AA/Desk/Esma Ben said
113 millions de produits pharmaceutiques contrefaits ont été saisis dans 14 pays africains, entre les mois de mai et juin, au cours d’une vaste opération menée conjointement par l'Organisation mondiale des douanes (OMD) et l’Institut international de recherche anti-contrefaçon de médicaments (IRACM).

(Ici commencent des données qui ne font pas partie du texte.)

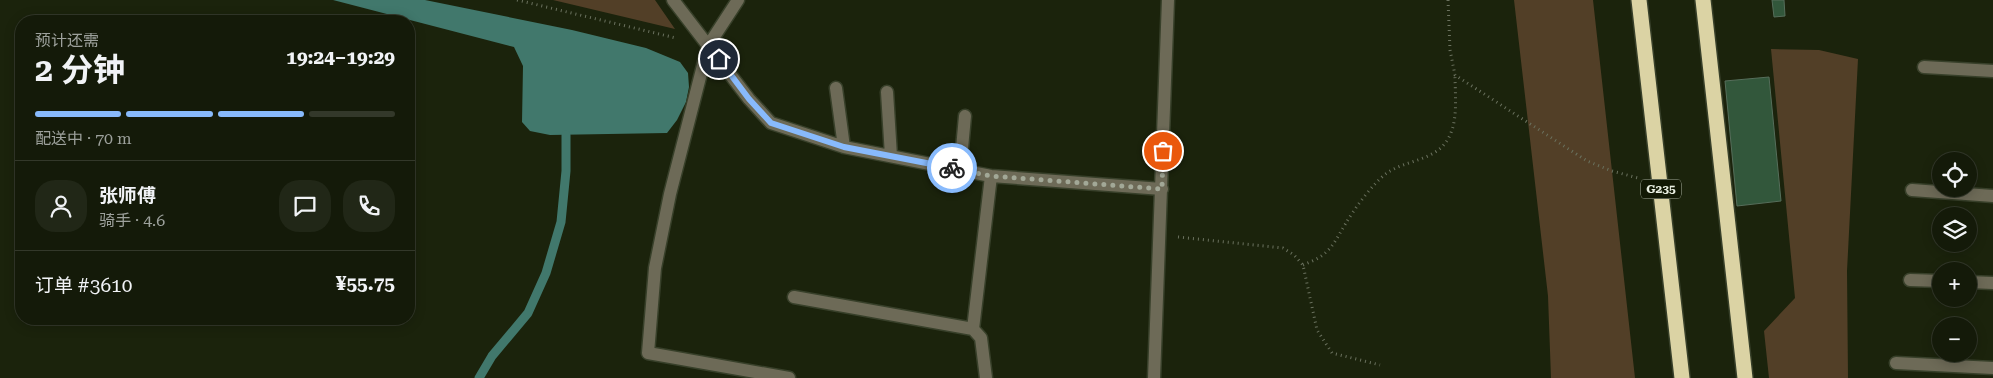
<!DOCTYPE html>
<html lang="zh">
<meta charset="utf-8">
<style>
body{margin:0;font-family:"Roboto Serif","Noto Sans SC",serif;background:#212717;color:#f1f3f6;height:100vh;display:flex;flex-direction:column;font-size:19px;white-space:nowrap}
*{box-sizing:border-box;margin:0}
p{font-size:16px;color:#9da19c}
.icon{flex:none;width:28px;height:28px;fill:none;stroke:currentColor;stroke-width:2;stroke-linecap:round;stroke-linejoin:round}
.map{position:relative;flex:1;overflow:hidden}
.panel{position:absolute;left:15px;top:15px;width:400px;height:310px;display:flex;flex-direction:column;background:#141a09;border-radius:20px;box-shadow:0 2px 12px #0003,0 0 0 1px #33382a}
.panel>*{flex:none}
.fabs{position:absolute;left:1932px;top:152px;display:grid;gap:10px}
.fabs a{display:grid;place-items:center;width:45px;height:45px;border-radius:50%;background:#141a09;box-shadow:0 2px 12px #0003,0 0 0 1px #33382a;font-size:25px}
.pin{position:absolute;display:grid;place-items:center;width:42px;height:42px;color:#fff;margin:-21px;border:2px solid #fff;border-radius:50%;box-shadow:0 1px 5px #0007}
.courier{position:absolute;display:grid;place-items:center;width:50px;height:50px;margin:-25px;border:4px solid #88bafc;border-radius:50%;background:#fff;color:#222;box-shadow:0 1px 6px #0007}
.head em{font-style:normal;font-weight:700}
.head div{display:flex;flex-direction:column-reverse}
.head{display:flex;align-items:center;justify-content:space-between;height:85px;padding:0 20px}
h1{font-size:32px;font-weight:700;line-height:38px}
.bar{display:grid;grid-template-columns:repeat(4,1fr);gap:8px 5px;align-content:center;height:60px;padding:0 20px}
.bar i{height:6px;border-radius:4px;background:#33382a}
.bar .on{background:#88bafc}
.bar p{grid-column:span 4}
.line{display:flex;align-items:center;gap:12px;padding:0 20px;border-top:1px solid #33382a}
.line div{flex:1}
.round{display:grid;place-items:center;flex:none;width:52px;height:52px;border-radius:20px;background:#212717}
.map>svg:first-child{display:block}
.green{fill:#523f27}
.water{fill:#41786c}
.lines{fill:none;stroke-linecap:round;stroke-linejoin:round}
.stream{stroke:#41786c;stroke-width:9}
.building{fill:#32573b;stroke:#566e5b}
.minor-casing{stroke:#38402a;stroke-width:15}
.highway-casing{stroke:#38402a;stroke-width:18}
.path{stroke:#6b725f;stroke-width:3;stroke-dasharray:1 4;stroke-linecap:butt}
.minor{stroke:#6d6a57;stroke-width:12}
.highway{stroke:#dbd3a4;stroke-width:15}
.done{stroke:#a2a897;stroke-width:5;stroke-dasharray:0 9}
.route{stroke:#88bafc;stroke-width:6}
.labels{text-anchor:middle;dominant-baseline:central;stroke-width:4.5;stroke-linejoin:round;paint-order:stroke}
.shield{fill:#121904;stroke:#a9b09f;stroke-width:1}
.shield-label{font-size:12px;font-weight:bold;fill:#eaf0e2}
</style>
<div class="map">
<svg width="1993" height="378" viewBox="0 0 1993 378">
<rect width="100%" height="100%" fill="#1b230c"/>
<!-- green -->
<path class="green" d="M553,0H655L675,29Z
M1514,0H1593L1635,378H1551L1548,296Z
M1771,49L1819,50L1858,59L1847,271L1848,378H1769L1764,331L1795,298Z"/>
<!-- water -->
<path class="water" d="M333,0H425L572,30L646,48L680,62L688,73L689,87L686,102L677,120L667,133L550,135L530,131L522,122L523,66L514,47Z"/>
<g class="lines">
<!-- stream -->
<path class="stream" d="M479,378L492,356L528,313L546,273L561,222L566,171V135"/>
</g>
<!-- building -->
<path class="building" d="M1772,0H1784L1785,16L1774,17Z
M1769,77L1781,201L1737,206L1725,81Z"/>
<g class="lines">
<!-- minor casing -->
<g class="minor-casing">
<path id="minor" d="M673,0L749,99L771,123L844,147L991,176L1162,189
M738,0L708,46L670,194L655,268L648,353L789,378
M1924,67L1993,71
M836,88L844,147
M887,92L891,156
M960,170L965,116
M1912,190L1993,196
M1910,280L1941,281
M1969,282L1993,283
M794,297L973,329L981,338L986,378
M973,329L991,176
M1896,363L1993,368
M1154,378L1168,0"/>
</g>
<!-- highway casing -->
<g class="highway-casing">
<path id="highway" d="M1639,0L1682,378
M1703,0L1745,378"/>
</g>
<!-- path -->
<path class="path" d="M517,0L676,38
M1448,0L1450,50L1455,75L1587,161L1612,171L1638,178
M1178,237L1283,248L1294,255L1303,265L1317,330L1332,353L1380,365
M1303,265C1310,262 1318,259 1324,254C1334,246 1339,234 1346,223C1355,208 1373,183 1387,173C1407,159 1439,161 1450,135C1458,118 1455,94 1455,75"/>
<!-- minor -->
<use href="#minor" class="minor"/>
<!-- highway -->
<use href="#highway" class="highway"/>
</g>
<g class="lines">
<!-- done -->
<path class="done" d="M952,168L991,176L1162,189L1163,151"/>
<!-- route -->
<path class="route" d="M719,59L749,99L771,123L844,147L952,168"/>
</g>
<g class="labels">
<!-- shield labels -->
<rect class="shield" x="1641" y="179.5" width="40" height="19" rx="4"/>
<g class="shield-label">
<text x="1661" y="189">G235</text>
</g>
</g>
</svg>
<div class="fabs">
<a><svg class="icon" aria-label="locate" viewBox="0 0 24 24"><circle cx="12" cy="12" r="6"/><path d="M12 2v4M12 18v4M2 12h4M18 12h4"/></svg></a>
<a><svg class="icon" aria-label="layers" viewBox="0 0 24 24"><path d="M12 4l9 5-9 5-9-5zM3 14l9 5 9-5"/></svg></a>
<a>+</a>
<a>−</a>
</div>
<div class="pin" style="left:1163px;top:151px;background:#ea580c"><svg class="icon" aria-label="bag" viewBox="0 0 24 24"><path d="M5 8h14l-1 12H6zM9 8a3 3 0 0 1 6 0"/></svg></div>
<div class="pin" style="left:719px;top:59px;background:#1f2937"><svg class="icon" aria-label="home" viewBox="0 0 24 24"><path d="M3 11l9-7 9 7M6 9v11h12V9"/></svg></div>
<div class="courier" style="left:952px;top:168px"><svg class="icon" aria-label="bike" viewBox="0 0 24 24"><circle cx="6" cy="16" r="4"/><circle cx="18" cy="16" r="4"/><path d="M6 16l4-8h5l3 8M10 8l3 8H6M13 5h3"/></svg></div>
<section class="panel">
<div class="head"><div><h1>2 分钟</h1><p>预计还需</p></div><em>19:24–19:29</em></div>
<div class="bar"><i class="on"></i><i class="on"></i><i class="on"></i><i></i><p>配送中 · 70 m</p></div>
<div class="line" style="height:90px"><a class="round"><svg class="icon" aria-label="person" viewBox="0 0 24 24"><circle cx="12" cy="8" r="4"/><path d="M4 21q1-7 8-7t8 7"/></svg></a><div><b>张师傅</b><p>骑手 · 4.6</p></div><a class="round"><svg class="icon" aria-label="chat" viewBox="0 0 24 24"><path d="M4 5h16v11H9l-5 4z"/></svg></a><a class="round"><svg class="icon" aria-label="phone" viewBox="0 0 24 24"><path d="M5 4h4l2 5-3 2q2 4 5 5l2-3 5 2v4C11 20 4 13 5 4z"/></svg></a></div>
<div class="line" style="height:65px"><div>订单 #3610</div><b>¥55.75</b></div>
</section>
</div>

L’opération baptisée « Biyela 2 », « a mobilisé 14 administrations douanières africaines durant dix jours, afin de contrôler simultanément les cargaisons susceptibles de contenir des produits de santé illicites et/ou contrefaisants potentiellement dangereux pour la santé des populations locales » rapporte le communiqué de l’OMD, publié lundi soir.

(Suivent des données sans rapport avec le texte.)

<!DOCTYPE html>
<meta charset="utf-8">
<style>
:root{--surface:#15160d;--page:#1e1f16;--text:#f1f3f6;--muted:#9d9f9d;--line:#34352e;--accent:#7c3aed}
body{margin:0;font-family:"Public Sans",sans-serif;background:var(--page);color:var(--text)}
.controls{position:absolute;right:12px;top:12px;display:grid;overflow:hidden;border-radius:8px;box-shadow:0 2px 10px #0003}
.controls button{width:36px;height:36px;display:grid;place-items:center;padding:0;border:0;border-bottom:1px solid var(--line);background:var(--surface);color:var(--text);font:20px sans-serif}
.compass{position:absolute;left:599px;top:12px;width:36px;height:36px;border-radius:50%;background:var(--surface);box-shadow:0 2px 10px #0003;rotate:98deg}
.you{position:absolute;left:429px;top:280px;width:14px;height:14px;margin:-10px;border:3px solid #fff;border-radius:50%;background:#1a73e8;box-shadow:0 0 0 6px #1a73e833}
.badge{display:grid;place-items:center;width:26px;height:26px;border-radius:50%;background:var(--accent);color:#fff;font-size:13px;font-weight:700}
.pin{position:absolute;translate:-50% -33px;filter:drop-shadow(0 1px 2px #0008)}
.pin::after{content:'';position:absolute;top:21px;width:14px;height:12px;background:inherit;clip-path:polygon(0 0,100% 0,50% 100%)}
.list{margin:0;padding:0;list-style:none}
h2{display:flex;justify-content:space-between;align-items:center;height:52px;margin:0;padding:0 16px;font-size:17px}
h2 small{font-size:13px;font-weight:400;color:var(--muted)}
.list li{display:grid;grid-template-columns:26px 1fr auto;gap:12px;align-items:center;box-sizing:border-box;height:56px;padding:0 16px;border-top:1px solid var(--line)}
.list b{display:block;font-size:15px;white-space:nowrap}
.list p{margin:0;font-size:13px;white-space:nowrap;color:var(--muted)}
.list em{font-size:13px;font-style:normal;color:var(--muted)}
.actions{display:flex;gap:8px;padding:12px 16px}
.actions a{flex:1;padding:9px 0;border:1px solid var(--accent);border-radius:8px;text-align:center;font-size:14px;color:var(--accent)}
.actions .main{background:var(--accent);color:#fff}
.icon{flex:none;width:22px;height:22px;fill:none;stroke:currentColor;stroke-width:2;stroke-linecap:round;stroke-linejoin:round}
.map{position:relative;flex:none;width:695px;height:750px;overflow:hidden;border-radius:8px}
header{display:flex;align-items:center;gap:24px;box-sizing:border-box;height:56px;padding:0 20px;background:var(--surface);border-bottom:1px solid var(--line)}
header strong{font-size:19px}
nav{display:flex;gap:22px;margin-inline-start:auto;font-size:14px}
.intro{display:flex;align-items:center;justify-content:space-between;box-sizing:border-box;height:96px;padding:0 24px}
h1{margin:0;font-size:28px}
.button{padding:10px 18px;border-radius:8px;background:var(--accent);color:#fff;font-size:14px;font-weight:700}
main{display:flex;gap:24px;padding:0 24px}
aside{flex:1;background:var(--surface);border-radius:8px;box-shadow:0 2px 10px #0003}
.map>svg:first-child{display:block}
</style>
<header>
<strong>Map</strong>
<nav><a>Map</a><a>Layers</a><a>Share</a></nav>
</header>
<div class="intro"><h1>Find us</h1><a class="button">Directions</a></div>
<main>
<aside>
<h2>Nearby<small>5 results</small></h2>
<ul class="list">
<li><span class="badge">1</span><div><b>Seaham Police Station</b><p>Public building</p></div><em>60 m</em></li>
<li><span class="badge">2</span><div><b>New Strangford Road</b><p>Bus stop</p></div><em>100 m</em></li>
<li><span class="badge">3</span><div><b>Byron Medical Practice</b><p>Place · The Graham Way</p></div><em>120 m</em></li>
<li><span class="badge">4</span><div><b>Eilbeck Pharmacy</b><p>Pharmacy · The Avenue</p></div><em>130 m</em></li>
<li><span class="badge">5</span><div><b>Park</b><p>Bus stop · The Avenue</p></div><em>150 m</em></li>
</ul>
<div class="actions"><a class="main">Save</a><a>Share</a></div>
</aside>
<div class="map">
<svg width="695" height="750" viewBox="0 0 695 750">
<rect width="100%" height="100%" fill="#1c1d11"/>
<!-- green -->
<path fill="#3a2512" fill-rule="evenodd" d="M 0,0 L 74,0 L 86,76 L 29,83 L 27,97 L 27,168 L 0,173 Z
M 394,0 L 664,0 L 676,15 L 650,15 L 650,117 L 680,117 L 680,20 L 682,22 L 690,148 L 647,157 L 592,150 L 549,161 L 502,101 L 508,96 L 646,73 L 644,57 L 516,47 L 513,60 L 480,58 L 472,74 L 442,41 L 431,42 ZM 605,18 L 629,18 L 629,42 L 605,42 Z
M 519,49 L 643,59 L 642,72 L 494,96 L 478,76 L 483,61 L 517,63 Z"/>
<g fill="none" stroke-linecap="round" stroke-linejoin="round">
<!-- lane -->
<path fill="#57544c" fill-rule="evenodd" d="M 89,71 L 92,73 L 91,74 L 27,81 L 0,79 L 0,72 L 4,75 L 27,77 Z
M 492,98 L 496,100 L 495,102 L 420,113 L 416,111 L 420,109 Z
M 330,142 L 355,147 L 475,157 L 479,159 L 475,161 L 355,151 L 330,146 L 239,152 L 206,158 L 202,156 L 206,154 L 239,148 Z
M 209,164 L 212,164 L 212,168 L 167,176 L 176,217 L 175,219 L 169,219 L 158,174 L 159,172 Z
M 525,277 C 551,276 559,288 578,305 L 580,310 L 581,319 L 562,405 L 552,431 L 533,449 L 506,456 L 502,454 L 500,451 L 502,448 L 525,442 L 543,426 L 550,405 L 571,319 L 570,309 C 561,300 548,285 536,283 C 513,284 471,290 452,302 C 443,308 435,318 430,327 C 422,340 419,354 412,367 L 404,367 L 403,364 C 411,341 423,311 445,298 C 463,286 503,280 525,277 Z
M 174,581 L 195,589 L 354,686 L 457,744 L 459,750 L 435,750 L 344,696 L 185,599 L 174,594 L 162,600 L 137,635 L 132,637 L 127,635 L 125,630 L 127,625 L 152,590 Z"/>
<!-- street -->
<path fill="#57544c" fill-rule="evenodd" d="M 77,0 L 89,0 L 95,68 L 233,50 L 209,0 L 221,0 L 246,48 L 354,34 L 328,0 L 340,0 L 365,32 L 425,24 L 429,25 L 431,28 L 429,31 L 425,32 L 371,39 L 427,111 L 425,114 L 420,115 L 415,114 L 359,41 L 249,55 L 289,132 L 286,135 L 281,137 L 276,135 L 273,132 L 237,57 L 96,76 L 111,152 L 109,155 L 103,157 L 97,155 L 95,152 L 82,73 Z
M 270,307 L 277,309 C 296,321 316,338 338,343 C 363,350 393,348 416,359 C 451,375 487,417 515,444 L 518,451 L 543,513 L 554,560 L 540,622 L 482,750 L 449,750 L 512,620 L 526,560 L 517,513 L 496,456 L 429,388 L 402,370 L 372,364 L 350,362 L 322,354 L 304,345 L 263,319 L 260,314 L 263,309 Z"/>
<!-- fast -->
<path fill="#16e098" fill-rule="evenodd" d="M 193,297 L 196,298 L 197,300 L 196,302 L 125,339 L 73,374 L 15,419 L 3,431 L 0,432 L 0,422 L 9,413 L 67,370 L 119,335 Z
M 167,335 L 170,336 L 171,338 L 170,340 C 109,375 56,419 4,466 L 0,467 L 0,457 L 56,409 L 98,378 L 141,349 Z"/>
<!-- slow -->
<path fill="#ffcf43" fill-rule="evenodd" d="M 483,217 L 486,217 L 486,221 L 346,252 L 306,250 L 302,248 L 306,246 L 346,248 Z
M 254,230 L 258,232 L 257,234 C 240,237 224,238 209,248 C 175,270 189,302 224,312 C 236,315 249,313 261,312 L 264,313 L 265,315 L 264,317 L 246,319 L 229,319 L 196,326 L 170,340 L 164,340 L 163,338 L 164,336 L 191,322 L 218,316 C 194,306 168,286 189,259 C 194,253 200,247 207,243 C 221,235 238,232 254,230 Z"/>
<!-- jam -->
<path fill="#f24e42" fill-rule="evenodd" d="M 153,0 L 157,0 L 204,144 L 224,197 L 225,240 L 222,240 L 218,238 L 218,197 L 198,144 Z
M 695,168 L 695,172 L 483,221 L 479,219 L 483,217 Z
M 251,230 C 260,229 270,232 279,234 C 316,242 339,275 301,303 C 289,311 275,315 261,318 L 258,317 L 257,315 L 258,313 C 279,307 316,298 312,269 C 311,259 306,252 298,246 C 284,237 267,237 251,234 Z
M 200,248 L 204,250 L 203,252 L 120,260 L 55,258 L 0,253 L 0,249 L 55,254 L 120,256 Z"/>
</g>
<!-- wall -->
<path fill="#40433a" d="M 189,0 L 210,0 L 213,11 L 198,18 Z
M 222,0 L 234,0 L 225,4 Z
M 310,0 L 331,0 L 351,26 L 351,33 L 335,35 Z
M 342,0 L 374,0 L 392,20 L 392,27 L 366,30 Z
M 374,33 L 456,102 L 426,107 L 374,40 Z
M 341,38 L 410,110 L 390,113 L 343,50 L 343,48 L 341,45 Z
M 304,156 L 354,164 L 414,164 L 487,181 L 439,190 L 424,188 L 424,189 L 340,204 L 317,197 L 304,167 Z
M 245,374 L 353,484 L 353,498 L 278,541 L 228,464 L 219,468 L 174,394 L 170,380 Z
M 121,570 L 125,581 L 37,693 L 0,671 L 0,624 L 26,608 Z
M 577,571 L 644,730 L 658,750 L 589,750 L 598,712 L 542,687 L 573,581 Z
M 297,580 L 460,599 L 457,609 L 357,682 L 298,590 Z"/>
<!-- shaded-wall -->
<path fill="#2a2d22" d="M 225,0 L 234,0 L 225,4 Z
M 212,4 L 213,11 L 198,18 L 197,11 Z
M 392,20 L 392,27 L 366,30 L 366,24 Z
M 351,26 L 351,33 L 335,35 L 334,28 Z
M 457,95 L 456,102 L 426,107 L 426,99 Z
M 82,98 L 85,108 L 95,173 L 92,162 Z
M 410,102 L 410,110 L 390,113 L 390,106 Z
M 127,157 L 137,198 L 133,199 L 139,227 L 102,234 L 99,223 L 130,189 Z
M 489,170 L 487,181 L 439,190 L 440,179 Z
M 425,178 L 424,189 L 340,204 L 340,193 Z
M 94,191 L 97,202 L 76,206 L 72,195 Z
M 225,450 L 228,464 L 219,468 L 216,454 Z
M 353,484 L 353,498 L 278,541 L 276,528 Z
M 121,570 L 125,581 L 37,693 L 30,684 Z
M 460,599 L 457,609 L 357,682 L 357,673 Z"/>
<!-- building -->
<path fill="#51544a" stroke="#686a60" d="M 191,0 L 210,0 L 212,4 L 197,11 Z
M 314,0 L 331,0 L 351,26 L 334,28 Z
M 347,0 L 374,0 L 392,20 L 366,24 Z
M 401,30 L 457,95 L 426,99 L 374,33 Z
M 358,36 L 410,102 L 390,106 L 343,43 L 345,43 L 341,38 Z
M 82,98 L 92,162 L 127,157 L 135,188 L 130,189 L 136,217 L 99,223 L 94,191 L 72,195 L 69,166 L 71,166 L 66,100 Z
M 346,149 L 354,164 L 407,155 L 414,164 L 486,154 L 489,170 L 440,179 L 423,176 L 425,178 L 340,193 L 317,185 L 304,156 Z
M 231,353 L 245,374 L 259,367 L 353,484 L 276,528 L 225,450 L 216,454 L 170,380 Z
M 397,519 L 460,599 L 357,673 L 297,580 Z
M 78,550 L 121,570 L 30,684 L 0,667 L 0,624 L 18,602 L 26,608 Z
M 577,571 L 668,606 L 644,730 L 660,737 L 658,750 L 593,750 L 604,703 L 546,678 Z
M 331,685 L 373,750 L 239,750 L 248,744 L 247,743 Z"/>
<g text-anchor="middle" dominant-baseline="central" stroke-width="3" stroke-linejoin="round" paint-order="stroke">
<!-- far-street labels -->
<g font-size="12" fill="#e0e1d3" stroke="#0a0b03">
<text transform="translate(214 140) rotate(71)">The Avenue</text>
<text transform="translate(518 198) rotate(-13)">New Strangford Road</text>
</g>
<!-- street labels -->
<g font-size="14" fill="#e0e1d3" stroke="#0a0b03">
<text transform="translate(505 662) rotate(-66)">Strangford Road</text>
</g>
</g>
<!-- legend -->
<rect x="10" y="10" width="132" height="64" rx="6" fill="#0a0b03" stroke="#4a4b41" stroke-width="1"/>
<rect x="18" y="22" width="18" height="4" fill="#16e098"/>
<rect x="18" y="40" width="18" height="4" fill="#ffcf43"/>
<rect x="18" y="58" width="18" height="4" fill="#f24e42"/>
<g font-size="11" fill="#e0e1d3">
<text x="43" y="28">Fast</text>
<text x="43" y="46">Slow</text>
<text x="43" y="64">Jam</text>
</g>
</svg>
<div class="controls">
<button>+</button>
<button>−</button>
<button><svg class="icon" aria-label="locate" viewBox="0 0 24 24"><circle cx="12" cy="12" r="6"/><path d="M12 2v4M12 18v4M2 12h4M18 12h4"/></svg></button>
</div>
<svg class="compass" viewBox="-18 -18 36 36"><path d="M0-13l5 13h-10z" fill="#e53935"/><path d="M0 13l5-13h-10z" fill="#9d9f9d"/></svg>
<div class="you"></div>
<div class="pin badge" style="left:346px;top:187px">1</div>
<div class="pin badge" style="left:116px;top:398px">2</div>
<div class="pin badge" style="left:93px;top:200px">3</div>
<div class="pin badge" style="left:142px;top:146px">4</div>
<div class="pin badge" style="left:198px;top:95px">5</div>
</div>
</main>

Ces produits illicites ont été interceptés, « pour leur majeure partie, au Bénin, en Tanzanie et en République Démocratique du Congo. La plupart des cargaisons provenaient de Chine ou d’Inde », ajoute le document.
Une majorité de ces médicaments bloqués par les douaniers africains, « concerne des traitements de première nécessité (32% d’antalgiques, 17% d’anti-inflammatoires, 5% d’antibiotiques), mais aussi des traitements de fond (17% des produits interceptés étaient des antituberculeux) », précise le texte.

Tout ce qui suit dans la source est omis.